Man Bites Dog

Freakonomics had a nice post about the media coverage of Metro’s recent crash, drawing parallels with airline crashes and the perception about the safety of these various transport modes:

But what the media very rarely mention is that the carnage on our roads makes these much-hyped accidents look almost trivial. Nine lives is nine too many, but there were 39,800 motor vehicle traffic fatalities in 2008 alone (and that was a good year). At that rate, between the time of the accident, June 22, and the time you are reading this, on average about 1,000 Americans died on our roadways. Yet this rarely merits a mention by the press.
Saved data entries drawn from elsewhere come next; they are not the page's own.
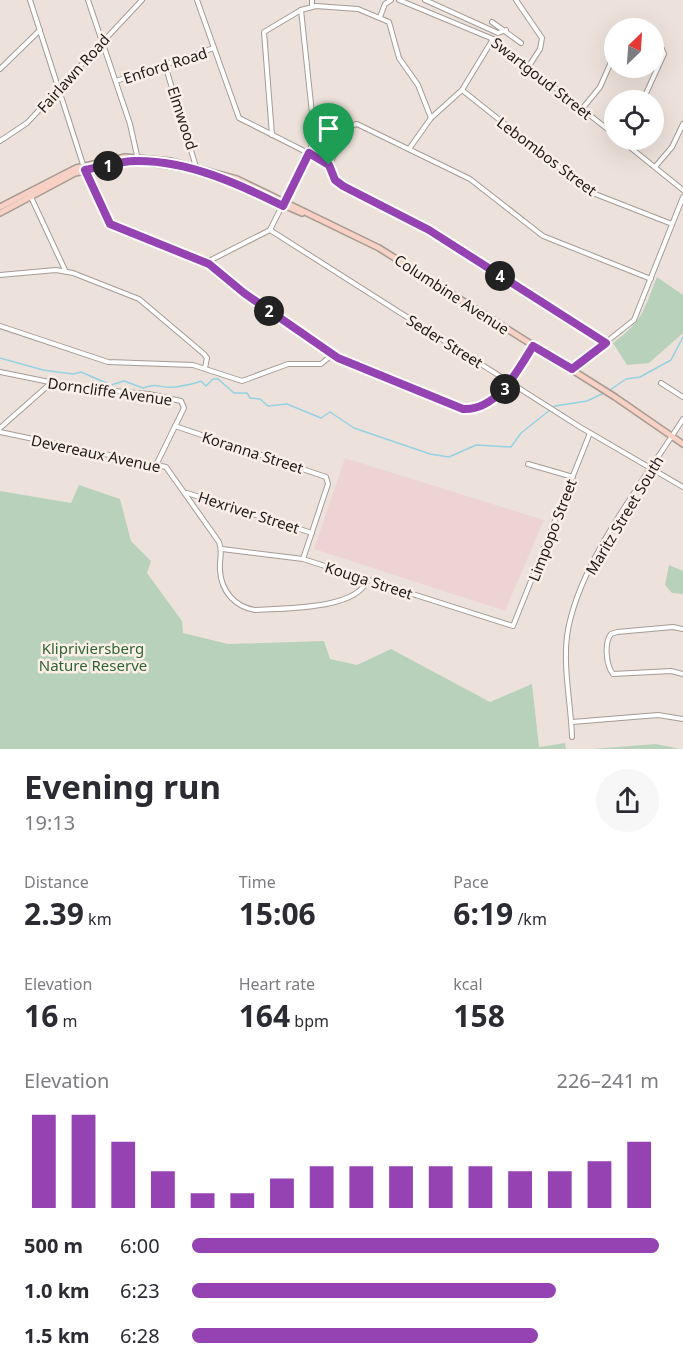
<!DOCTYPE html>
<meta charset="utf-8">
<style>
body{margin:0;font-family:"Noto Sans",sans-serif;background:#f7f7f7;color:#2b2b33;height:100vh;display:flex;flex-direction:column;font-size:22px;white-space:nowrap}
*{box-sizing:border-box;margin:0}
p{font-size:20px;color:#7c7c81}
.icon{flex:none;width:33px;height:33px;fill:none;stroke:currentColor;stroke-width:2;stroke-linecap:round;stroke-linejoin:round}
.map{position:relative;height:749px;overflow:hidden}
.drawer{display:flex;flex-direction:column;background:#fff;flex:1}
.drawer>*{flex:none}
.needle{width:39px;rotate:25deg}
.buttons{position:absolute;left:604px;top:18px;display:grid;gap:12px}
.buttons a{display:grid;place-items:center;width:60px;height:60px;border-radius:50%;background:#fff;box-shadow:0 6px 24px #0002;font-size:30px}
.pin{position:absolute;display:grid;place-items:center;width:51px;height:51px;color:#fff;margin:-62px -26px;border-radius:50% 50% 50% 0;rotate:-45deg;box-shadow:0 0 6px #0007}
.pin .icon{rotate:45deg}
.km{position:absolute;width:30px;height:30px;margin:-15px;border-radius:50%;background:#222;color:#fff;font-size:16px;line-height:30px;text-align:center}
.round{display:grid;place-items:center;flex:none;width:63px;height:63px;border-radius:32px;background:#f7f7f7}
.overview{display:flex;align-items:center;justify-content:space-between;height:102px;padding:0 24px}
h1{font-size:33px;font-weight:700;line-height:45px}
.figures{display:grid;grid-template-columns:repeat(3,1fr);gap:9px;height:102px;padding:6px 24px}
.figures div{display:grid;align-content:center}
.figures b{font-size:30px;font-weight:700}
.figures small{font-size:16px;font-weight:400}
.figures p{font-size:16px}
.chart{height:168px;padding:12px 24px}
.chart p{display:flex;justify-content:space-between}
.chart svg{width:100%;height:108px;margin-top:6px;stroke:#9543b2;stroke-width:6}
ul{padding:0 24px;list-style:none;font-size:20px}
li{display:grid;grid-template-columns:96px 72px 1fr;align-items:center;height:45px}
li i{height:15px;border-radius:8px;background:#9543b2}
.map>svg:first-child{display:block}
.education{fill:#eed3d4}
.green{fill:#b8d1ba}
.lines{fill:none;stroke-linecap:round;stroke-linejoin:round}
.stream{stroke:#93d2e3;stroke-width:1.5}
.street-casing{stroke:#a69b94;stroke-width:6}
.secondary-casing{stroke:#a69b94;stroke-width:8}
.street{stroke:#fff;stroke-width:4}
.secondary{stroke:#f8d0c4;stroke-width:5}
.route-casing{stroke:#fff;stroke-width:12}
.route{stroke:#9543b2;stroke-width:8}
.labels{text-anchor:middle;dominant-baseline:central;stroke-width:5;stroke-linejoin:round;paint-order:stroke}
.street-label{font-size:15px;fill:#1f1b19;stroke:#fbefe8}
.park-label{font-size:15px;fill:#2d6636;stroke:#fbefe8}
</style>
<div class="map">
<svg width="683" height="749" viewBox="0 0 683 749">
<rect width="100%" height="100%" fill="#ede2db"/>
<!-- education -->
<polygon class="education" points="345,458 544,520 505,611 314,549"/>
<!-- green -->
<g class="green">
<path d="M657,277l26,18v38l-34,30 -22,2 -14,-22c31,-23 30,-32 44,-66z"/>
<polygon points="79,485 120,499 131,541 151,561 147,573 182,621 183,633 228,644 324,641 330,659 357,665 391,649 490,702 532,684 539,747 565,743 566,749 0,749 0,491 71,503"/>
<polygon points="669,565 683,571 683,594 672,593 665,585"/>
<polygon points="656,744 680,749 591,749"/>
</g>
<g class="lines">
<!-- stream -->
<g class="stream">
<path d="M0,358l43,12 30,4 8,-2 30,13 13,-4 19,7c16,-6 17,1 32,-1 7,-1 19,-3 26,-6l5,5 7,-7h5l16,14h13l3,5 10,1 8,7 19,-2 34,14 9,-6 24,16 76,26 19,3 27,-12 35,2 10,-14 34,-27 32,-5 19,-9"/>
<polyline points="610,390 626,379 640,377 671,360 683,337"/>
</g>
<defs>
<g id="street">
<path d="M30,0l58,180 22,44 99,40 35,29 94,65 125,51c34,2 55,-39 70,-63"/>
<polyline points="88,0 130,124 138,160"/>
<polyline points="197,0 239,118 324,161 340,184 429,230 606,343"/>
<polyline points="399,0 493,39 615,135"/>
<polyline points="425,0 498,33 506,30"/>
<polyline points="516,0 542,38 540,49 529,66"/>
<polyline points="312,6 312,0"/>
<polyline points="380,17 385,4 391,0"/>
<polyline points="492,22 521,43"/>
<polyline points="165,65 197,170"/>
<polyline points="0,69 40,30"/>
<polyline points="116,81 214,48"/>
<polyline points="462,90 590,192 672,224"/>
<polyline points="643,100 664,54 662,49 654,44"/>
<polyline points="582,109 600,87 615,53"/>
<polyline points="272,135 264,32 301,10 316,6 358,9 389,22 399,58 418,85 431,118"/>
<polyline points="621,140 683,190"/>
<polyline points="0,141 27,123 142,0"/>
<polyline points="409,149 431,118 462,90 493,39"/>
<polyline points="329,165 350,126 357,124 470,179 543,236 651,279"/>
<polyline points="655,167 672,147 683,124"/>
<polyline points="30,195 65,270"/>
<polyline points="270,230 580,427 683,487"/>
<polyline points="207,262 270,230 313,143 314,132 301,10"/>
<polyline points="0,275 56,270 73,273 139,299 204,354 207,358 205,368"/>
<polyline points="0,326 108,362 193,365 242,381 288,364 321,364 332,355"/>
<polyline points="572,369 634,320 683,197"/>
<polyline points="0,372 79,388 149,394 181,401 184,408 157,463"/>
<polyline points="661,383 683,397"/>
<polyline points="175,426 326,477 328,484 303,559"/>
<polyline points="0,428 51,383"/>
<path d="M0,432l166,35 53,75c4,10 0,18 1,28 1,21 15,37 35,40 27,-2 102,0 112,-30"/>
<polyline points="528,464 573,477"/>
<polyline points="187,493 312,533"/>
<polyline points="222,549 303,559 513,626 590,433"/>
<path d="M683,629l-10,-2 -56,5 -6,2c-7,9 -5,31 2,40l58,-3 12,3"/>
<polyline points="572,722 658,715 683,719"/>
<path d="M572,737c-1,-33 -9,-68 -5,-101 10,-72 77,-155 116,-217"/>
</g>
<g id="secondary">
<polyline points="0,207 76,168 125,157 171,161 237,179 379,248 615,397 683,444"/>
<polyline points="0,213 75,173 138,161 183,168 228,181 302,213"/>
</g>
</defs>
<!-- street casing -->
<use href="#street" class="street-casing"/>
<!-- secondary casing -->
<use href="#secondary" class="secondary-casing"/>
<!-- street -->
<use href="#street" class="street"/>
<!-- secondary -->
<use href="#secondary" class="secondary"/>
</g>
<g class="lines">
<defs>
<path id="route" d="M309,153l20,12 6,15 8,6 86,44 177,113 -34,26 -39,-23c-15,24 -36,65 -70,63l-125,-51 -94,-65 -35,-29 -99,-40 -25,-54c16,-3 34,-9 51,-9 51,-1 103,23 147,45z"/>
</defs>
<!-- route casing -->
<use href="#route" class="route-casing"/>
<!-- route -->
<use href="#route" class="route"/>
</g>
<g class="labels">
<!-- street labels -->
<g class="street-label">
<text transform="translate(165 65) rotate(-18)">Enford Road</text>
<text transform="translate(73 73) rotate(-48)">Fairlawn Road</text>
<text transform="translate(542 78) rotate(38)">Swartgoud Street</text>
<text transform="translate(183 118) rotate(72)">Elmwood</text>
<text transform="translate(547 156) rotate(37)">Lebombos Street</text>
<text transform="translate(452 294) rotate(33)">Columbine Avenue</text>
<text transform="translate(445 341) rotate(32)">Seder Street</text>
<text transform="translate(110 391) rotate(8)">Dorncliffe Avenue</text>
<text transform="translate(253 452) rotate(18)">Koranna Street</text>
<text transform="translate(96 453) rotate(12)">Devereaux Avenue</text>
<text transform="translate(249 512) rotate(18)">Hexriver Street</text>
<text transform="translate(624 515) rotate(-59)">Maritz Street South</text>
<text transform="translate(552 530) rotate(-69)">Limpopo Street</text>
<text transform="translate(369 580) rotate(18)">Kouga Street</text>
</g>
<!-- park labels -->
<g class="park-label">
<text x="93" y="648">Klipriviersberg<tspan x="93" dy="17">Nature Reserve</tspan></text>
</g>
</g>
</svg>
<div class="buttons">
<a><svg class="needle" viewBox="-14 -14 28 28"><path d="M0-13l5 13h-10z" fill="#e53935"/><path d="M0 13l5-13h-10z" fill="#7c7c81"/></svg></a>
<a><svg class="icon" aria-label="locate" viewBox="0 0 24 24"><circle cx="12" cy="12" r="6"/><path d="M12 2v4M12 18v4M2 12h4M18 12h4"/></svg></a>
</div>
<div class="pin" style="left:329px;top:165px;background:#1e9e55"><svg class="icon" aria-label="arrive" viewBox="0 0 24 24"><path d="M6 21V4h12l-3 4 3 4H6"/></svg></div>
<b class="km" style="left:108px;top:166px">1</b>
<b class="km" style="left:269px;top:311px">2</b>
<b class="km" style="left:505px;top:389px">3</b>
<b class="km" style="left:500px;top:276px">4</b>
</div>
<section class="drawer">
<div class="overview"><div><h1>Evening run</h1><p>19:13</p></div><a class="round"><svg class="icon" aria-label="share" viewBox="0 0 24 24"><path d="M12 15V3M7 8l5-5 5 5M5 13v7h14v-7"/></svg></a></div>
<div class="figures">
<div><p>Distance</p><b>2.39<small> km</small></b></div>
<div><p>Time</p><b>15:06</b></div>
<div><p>Pace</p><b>6:19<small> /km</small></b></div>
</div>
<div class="figures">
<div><p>Elevation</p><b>16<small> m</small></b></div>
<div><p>Heart rate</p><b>164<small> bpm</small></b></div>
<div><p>kcal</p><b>158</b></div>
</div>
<div class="chart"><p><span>Elevation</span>226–241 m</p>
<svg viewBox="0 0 160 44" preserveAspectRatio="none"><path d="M5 44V6M15 44V6M25 44V17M35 44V29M45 44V38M55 44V38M65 44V32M75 44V27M85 44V27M95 44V27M105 44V27M115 44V27M125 44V29M135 44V29M145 44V25M155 44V17"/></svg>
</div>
<ul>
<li><b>500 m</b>6:00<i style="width:100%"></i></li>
<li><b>1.0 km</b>6:23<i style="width:78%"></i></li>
<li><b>1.5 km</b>6:28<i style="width:74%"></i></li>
</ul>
</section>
And I think there is one more key dynamic. Heavy rail (the mode in the Washington crash) is a lot safer than car travel; in 2006 (the last year for which I have data) autos were responsible for five times more fatalities per passenger mile. (See here for auto fatalities per year, here for transit fatalities, and here for passenger miles traveled by mode.

In 2007 and 2008 there was not a single fatal accident associated with a major commercial airline. This year has seen 60 deaths (most from a single crash), but that still makes commercial air travel vastly safer than driving. Even in 2001, the year of a (hopefully) freak disaster on 9/11, commercial air travel had a per-passenger mile fatality rate about one eighth that of driving (see here for air fatalities).

Matt Yglesias had a similar feeling in the immediate aftermath:

— Fatal train accidents are national news stories precisely because they’re so rare. Deadly car crashes are a dog-bites-man story. Obviously, what happened was unacceptable but the fact remains that commuting by rail is very safe.

So far, I’ve been very impressed with the man on the street interviews most local TV stations have had with Metro riders.  Almost all of them have expressed this exact same sentiment – despite the accident, Metro is still the safest way to travel.

My anecdotal evidence from riding shows very few people have been avoiding the system.  Yesterday’s ridership report (June 2) shows system-wide ridership of 778,670.  Considering the proximity to the long weekend, that’s exactly what you’d expect to see.  It’s down from last year’s number on that date, but gasoline last summer was a lot more expensive.